If you have been following all things indie rock as much as I have for the past 10 years, you’ll realize that the Scandinavian region is a humongous force to be reckoned with. Norway and Sweden, in particular, have had a tremendous output of excellent takes on various types of underground music. For good reason, people hold Scandinavians on a pedestal in terms of producing excellent music. And while I agree they’ve been on the vanguard of music in comparison to America, I feel it shows a bit of close-mindedness toward all European music scenes.

Poland’s Lenny Valentino, and many other bands of the country, have made experimental rock music that rivals titans like Radiohead and Animal Collective, Spain probably has the biggest extension of twee pop on the entire planet and Switzerland has long had some very interesting but sorely overlooked bands and musicians. One band in particular had all the makings of success, yet somehow never got to be fully recognized for their astonishing talents.
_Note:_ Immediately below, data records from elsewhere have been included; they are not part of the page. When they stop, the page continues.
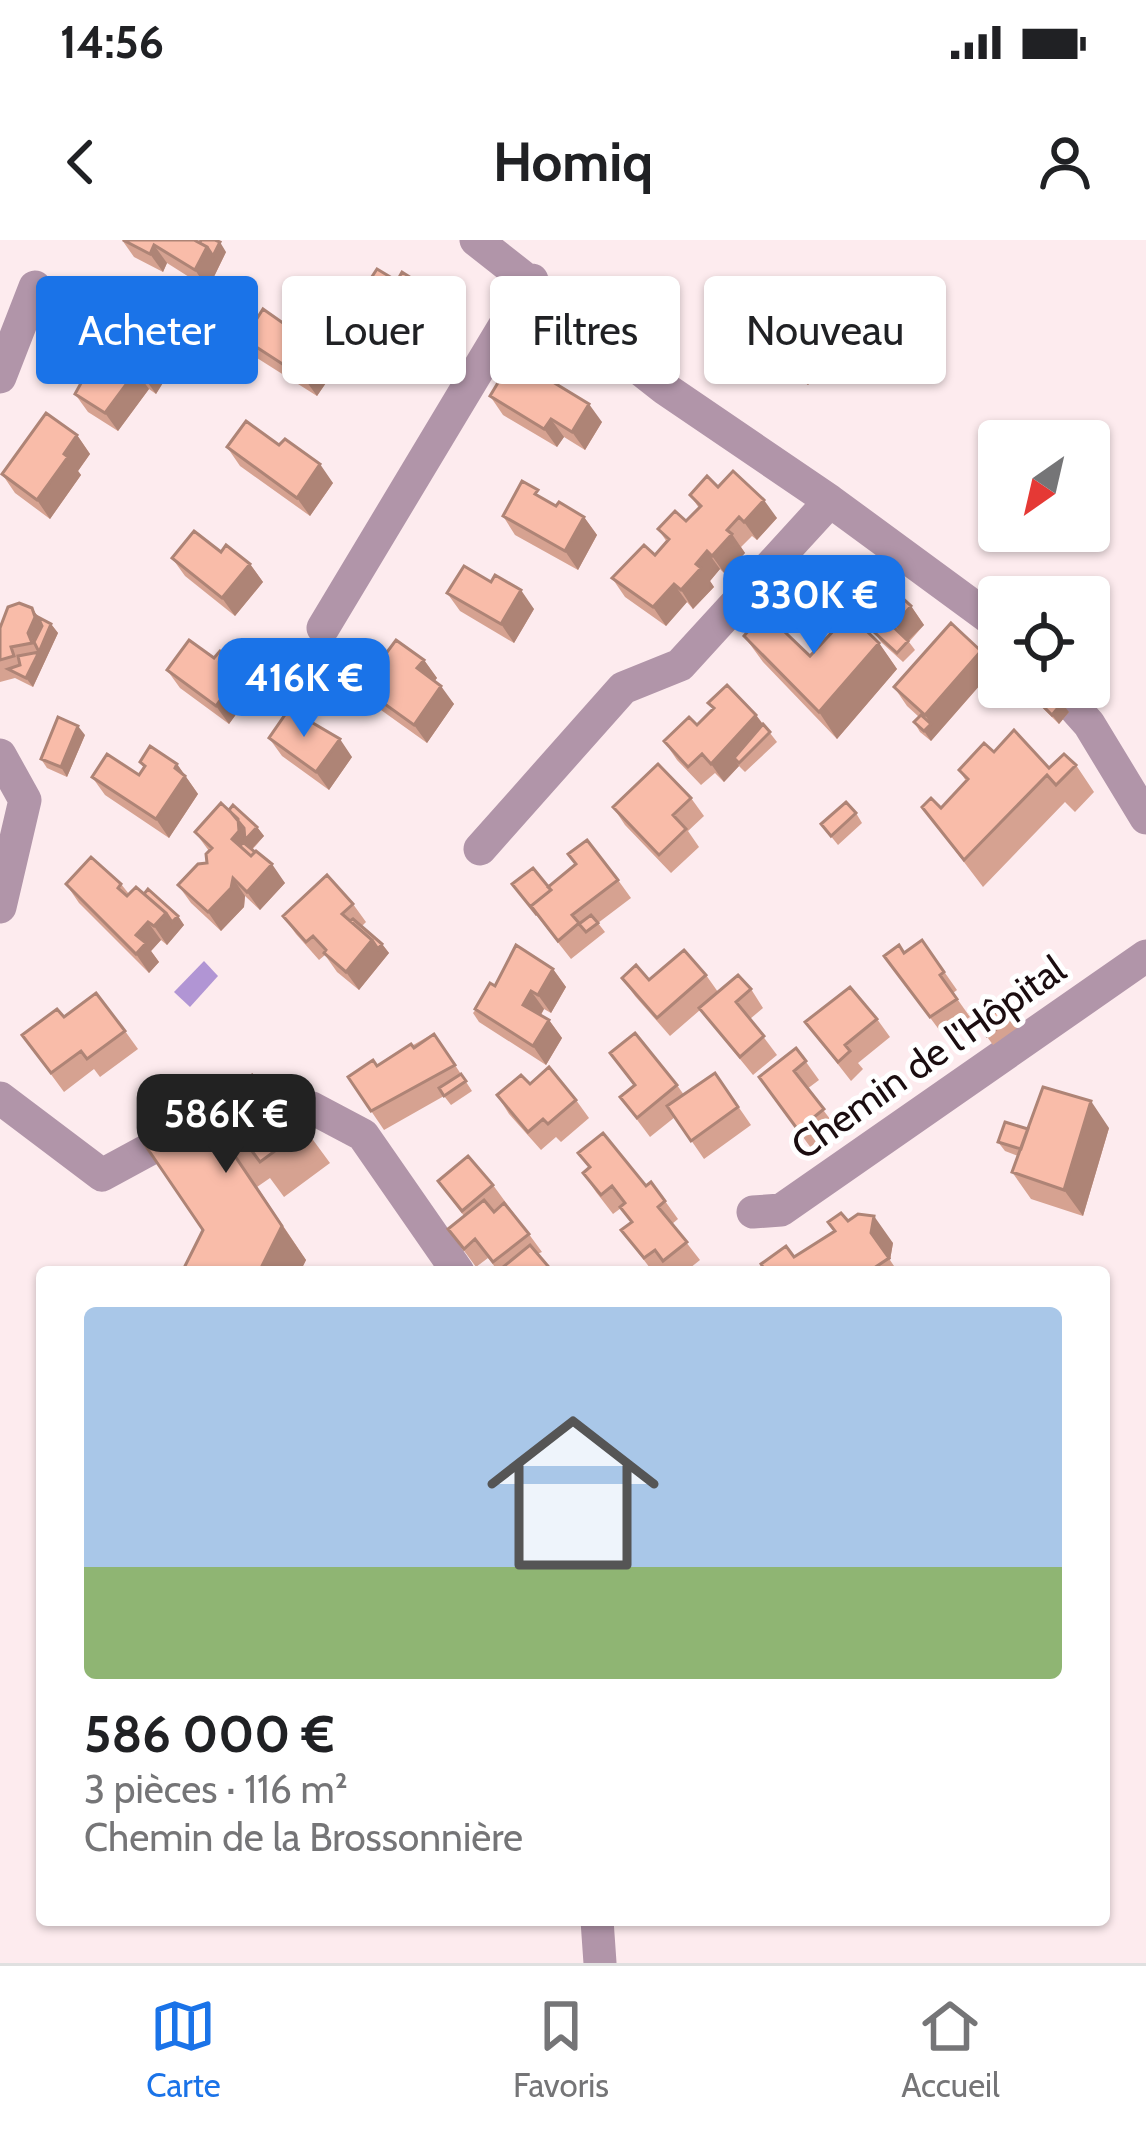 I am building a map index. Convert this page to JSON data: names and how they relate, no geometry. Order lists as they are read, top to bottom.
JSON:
{
  "streets": {
    "street": ["Chemin de l'Hôpital"]
  },
  "north": "bottom left",
  "page": {
    "status": "14:56",
    "header": "Homiq",
    "chip": [
      "Acheter",
      "Louer",
      "Filtres",
      "Nouveau"
    ],
    "price": ["330K €", "416K €", "586K €"],
    "list": [
      {
        "name": "586 000 €",
        "note": "3 pièces · 116 m² · Chemin de la Brossonnière"
      }
    ],
    "tabs": ["Carte", "Favoris", "Accueil"]
  }
} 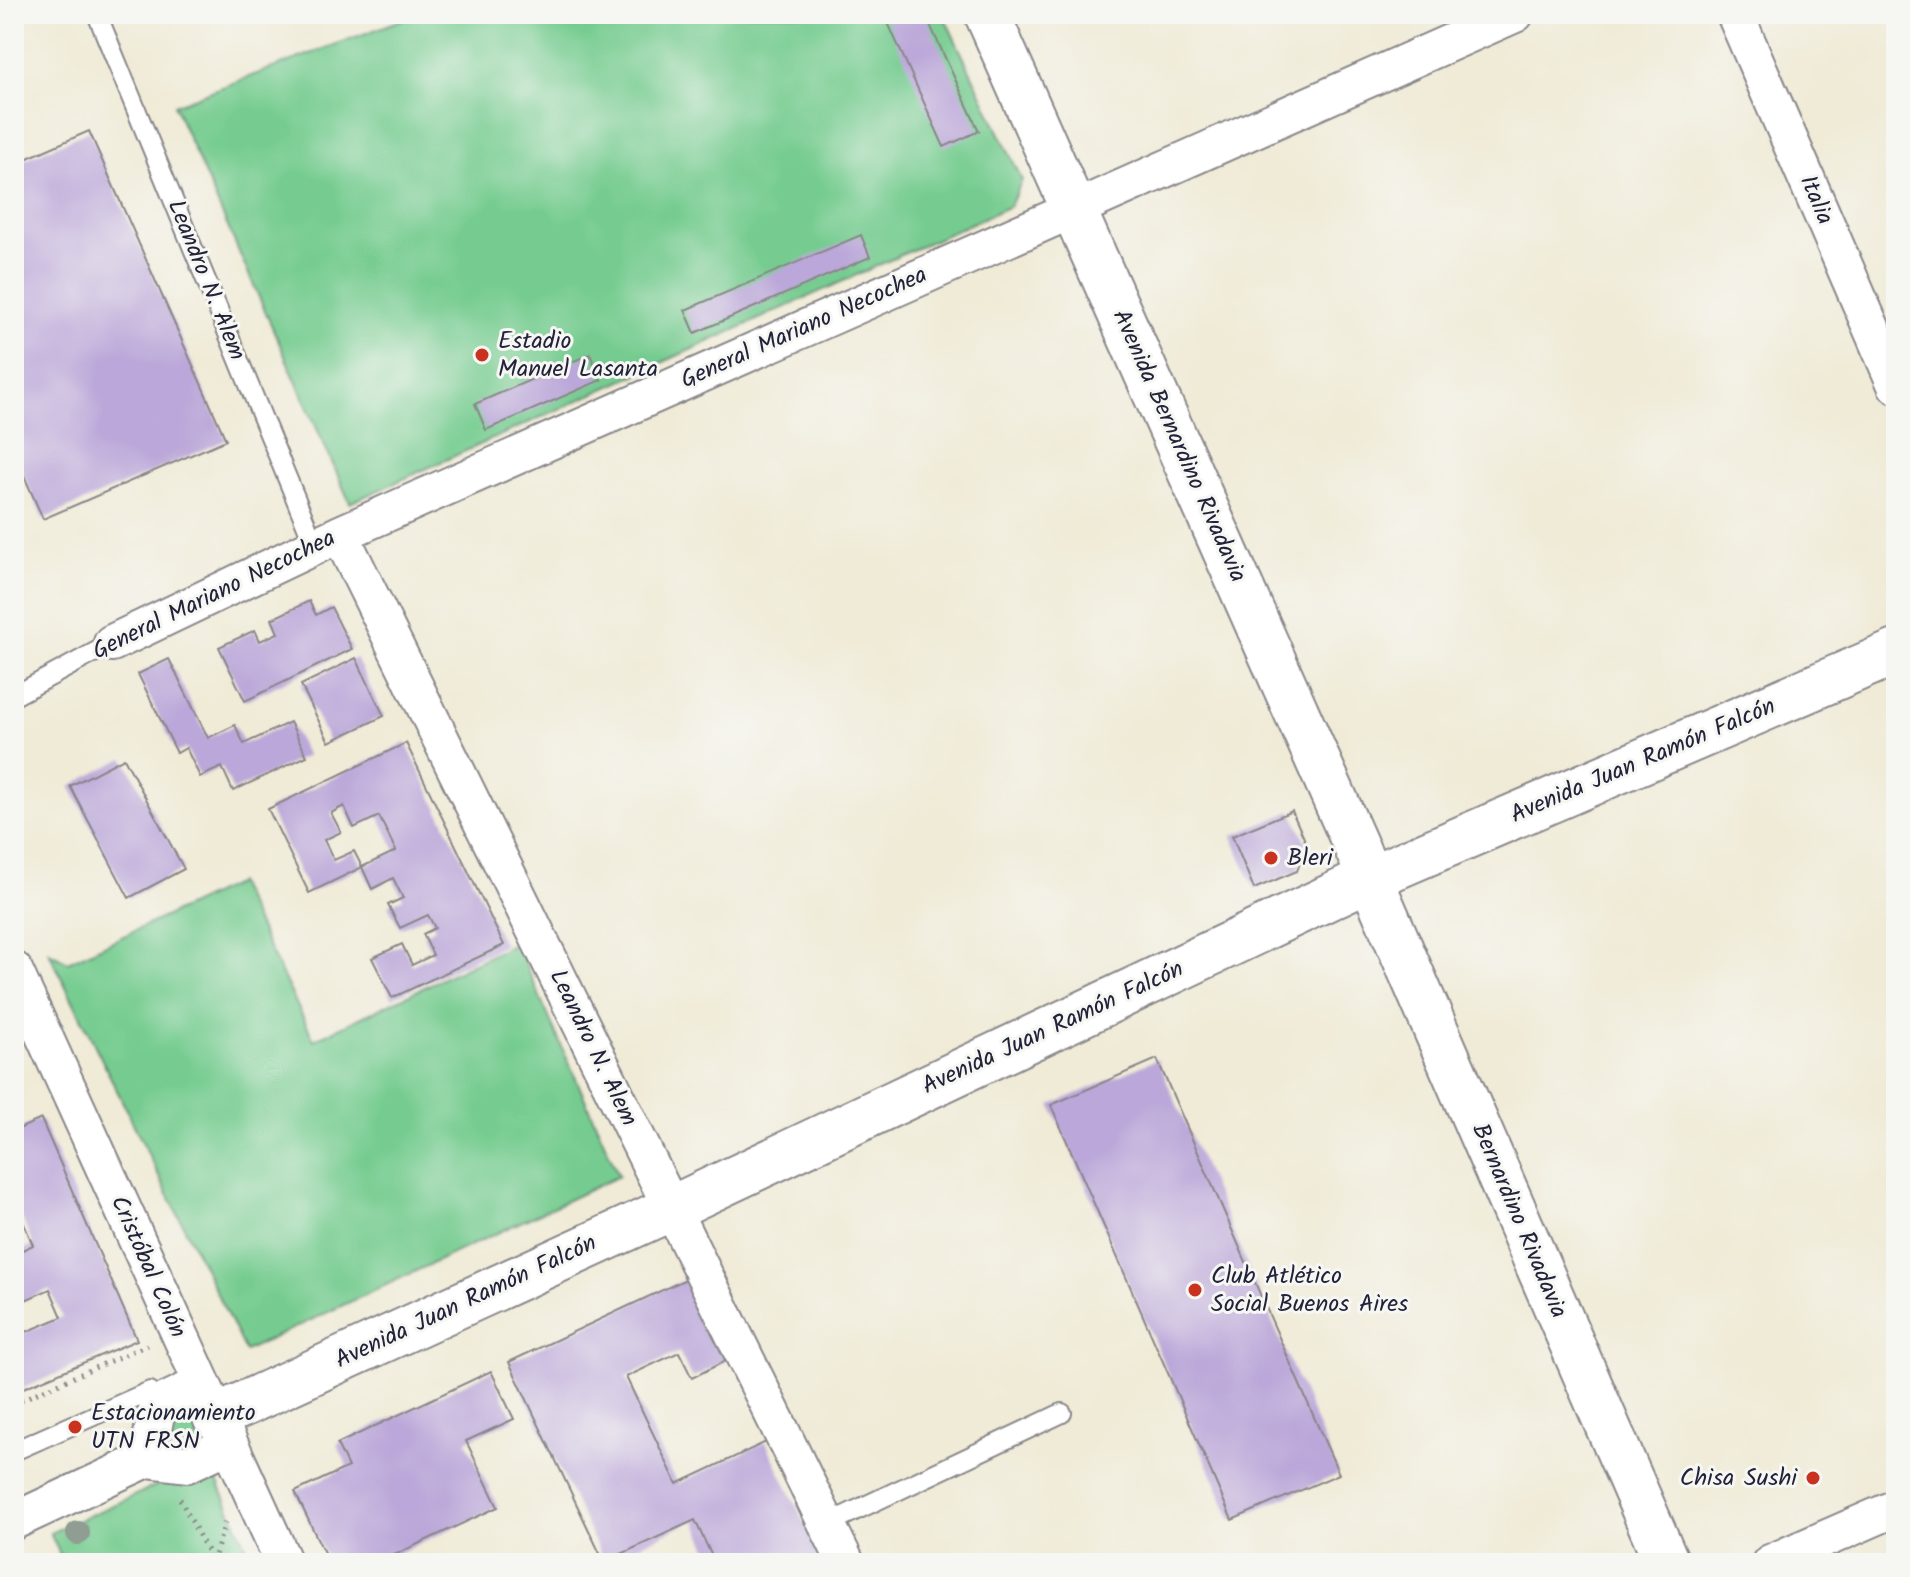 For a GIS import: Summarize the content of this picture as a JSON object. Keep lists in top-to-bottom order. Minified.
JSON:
{"streets":{"main road":["Avenida Bernardino Rivadavia","Avenida Juan Ramón Falcón","Bernardino Rivadavia"],"street":["Italia","Leandro N. Alem","General Mariano Necochea","Cristóbal Colón"]},"crossings":[["Leandro N. Alem","General Mariano Necochea"],["Leandro N. Alem","Avenida Juan Ramón Falcón"],["General Mariano Necochea","Avenida Bernardino Rivadavia"],["Avenida Bernardino Rivadavia","Avenida Juan Ramón Falcón"],["Avenida Bernardino Rivadavia","Bernardino Rivadavia"],["Avenida Juan Ramón Falcón","Bernardino Rivadavia"],["Avenida Juan Ramón Falcón","Cristóbal Colón"]],"places":["Estadio Manuel Lasanta","Bleri","Club Atlético Social Buenos Aires","Estacionamiento UTN FRSN","Chisa Sushi"]}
The Swiss band I speak of is Sportsguitar. Formed in 1993 in Lucerne, the band played around Europe to DIY acclaim, so much so that upon releasing their debut album on their own label in 1995, Sub Pop offered to release a single of the album’s song “Gong.” Shortly thereafter, Sportsguitar started to gain a lot of indie-label attention, including the attention of one of America’s most legendary record labels, Matador Records. Matador released the fun pop record 1997’s Married, 3 Kids and the ultra-brilliant Happy Already in 1999. Though Happy Already would be the last record of Sportsguitar’s to be released on Matador (as well as the last to feature amazing original guitarist Roland Saum), it is truly one of the most original indie rock albums to be released in the late 90s.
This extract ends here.